Brief — From the records below, give the number of lines that include the word "above". Add no other words.

Top of Materials provided

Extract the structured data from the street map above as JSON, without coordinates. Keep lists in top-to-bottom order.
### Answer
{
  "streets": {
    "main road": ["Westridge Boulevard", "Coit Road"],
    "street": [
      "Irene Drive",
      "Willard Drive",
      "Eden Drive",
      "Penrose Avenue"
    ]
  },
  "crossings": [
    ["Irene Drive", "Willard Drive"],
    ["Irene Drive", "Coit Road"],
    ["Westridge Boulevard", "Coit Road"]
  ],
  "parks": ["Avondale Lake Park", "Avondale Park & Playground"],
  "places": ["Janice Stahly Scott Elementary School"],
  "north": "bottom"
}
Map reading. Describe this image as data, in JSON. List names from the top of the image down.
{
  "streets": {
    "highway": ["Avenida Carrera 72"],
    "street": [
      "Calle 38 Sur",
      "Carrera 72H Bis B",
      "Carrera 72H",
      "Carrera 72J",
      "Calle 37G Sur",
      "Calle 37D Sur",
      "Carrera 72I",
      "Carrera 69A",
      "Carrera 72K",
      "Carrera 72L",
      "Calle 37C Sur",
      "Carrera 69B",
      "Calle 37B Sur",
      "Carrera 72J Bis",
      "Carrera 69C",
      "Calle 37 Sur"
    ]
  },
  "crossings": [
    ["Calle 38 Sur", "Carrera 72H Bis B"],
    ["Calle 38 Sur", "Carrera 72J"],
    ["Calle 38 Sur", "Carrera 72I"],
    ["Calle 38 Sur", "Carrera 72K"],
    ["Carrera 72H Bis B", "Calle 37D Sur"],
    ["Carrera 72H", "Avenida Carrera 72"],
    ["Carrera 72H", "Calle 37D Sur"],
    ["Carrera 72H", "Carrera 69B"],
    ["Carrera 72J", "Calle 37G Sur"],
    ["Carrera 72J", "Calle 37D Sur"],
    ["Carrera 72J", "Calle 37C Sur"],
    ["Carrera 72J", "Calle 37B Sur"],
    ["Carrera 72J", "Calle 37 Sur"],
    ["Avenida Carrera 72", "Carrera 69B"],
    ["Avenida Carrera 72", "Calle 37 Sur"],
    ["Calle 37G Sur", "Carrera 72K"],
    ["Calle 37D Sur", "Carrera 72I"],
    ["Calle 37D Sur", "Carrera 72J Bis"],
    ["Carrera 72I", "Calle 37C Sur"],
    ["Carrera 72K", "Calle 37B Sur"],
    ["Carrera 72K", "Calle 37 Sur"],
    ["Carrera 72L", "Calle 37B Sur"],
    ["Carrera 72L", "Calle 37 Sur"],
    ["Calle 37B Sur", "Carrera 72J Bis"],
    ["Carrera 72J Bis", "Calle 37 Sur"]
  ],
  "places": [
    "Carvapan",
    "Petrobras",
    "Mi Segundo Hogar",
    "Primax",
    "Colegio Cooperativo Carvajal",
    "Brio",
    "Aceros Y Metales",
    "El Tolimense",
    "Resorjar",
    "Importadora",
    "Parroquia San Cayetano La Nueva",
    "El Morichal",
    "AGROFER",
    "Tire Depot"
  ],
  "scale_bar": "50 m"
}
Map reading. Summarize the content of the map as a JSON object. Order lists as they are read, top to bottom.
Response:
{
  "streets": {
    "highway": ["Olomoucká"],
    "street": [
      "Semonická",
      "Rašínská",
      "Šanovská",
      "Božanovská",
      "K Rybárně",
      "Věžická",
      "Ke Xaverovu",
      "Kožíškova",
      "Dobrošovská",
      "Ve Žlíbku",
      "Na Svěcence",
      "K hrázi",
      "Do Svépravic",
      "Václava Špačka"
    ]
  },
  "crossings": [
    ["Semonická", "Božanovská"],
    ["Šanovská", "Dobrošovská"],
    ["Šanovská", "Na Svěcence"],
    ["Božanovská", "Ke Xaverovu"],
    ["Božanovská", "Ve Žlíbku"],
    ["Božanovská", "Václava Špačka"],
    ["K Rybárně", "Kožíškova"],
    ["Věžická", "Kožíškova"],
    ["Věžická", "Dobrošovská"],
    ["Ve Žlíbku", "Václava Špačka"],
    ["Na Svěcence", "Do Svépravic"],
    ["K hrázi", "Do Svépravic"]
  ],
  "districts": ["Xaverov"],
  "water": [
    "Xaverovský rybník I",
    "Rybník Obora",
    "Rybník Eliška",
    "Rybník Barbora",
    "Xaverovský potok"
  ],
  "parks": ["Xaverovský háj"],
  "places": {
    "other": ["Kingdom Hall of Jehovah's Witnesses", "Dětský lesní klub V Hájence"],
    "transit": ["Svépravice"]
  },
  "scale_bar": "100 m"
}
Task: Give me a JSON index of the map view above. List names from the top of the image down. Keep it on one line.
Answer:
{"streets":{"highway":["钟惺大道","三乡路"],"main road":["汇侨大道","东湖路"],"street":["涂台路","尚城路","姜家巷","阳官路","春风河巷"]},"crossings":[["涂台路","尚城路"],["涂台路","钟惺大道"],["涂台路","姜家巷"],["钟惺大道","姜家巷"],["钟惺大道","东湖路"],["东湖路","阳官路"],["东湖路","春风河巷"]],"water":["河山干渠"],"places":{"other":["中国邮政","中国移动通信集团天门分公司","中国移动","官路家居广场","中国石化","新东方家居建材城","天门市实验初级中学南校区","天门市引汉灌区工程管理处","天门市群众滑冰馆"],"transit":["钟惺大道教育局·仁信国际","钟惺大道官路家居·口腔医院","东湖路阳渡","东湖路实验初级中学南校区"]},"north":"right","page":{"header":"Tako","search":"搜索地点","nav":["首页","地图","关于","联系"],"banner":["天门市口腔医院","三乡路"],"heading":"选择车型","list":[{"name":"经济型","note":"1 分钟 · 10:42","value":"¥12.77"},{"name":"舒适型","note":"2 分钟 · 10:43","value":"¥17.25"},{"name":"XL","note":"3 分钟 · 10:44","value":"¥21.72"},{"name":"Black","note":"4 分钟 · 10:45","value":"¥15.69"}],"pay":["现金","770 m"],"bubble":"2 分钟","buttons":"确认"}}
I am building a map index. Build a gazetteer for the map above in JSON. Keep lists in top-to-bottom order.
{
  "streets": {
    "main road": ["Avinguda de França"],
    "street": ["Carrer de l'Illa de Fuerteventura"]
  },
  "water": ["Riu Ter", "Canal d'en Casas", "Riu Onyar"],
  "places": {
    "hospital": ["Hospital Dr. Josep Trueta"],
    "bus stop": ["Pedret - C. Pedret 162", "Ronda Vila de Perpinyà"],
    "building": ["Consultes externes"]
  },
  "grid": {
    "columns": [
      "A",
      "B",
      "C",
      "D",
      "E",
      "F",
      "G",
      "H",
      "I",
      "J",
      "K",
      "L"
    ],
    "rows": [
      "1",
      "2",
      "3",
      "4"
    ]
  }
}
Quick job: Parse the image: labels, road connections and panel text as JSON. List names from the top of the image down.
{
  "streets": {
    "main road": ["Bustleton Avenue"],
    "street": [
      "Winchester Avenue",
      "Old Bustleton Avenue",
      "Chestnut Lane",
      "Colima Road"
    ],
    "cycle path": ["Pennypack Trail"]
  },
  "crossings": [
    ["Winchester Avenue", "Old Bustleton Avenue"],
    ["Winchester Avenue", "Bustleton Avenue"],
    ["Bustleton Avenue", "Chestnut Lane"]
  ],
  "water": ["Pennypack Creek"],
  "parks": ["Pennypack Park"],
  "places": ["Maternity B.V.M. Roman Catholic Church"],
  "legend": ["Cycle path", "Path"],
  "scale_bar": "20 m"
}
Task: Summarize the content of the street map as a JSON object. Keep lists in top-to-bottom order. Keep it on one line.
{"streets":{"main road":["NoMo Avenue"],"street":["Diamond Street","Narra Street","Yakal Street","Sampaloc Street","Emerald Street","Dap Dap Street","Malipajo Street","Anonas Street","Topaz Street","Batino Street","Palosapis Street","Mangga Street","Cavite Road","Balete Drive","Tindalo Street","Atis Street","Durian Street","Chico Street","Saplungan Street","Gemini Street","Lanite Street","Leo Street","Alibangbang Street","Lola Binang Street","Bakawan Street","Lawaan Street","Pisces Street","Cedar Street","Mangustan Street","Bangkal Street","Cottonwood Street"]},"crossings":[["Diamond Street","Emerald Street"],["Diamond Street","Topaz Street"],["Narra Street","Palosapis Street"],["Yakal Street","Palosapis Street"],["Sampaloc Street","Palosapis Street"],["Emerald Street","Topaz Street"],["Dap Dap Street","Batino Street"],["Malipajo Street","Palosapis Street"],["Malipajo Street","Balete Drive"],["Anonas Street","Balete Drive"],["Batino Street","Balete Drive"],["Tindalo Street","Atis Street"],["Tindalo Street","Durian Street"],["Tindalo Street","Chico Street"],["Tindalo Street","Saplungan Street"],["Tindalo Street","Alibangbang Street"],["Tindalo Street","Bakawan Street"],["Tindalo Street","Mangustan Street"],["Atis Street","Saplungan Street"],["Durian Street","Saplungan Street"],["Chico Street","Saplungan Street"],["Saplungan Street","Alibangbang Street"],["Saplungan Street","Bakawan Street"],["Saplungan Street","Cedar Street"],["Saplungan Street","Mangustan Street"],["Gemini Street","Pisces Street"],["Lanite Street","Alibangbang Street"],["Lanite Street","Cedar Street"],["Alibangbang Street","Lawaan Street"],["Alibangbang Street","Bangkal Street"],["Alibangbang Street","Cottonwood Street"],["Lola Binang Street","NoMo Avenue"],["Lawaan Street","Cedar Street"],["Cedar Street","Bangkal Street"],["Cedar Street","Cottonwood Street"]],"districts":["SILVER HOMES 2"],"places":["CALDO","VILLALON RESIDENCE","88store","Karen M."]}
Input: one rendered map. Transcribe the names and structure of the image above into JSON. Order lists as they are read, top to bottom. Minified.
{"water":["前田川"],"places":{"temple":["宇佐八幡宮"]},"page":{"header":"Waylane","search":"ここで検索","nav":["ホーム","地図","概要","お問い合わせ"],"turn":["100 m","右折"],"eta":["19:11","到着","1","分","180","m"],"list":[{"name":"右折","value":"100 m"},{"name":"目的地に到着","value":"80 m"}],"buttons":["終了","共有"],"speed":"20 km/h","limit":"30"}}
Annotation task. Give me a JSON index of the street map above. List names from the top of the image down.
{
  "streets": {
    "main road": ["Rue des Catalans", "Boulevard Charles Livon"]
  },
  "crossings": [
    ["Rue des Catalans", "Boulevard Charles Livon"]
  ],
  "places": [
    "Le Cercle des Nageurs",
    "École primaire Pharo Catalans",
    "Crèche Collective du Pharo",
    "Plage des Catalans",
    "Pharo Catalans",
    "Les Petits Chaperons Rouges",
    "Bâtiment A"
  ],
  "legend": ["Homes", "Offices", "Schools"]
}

Bottom of Materials provided

Reply — 5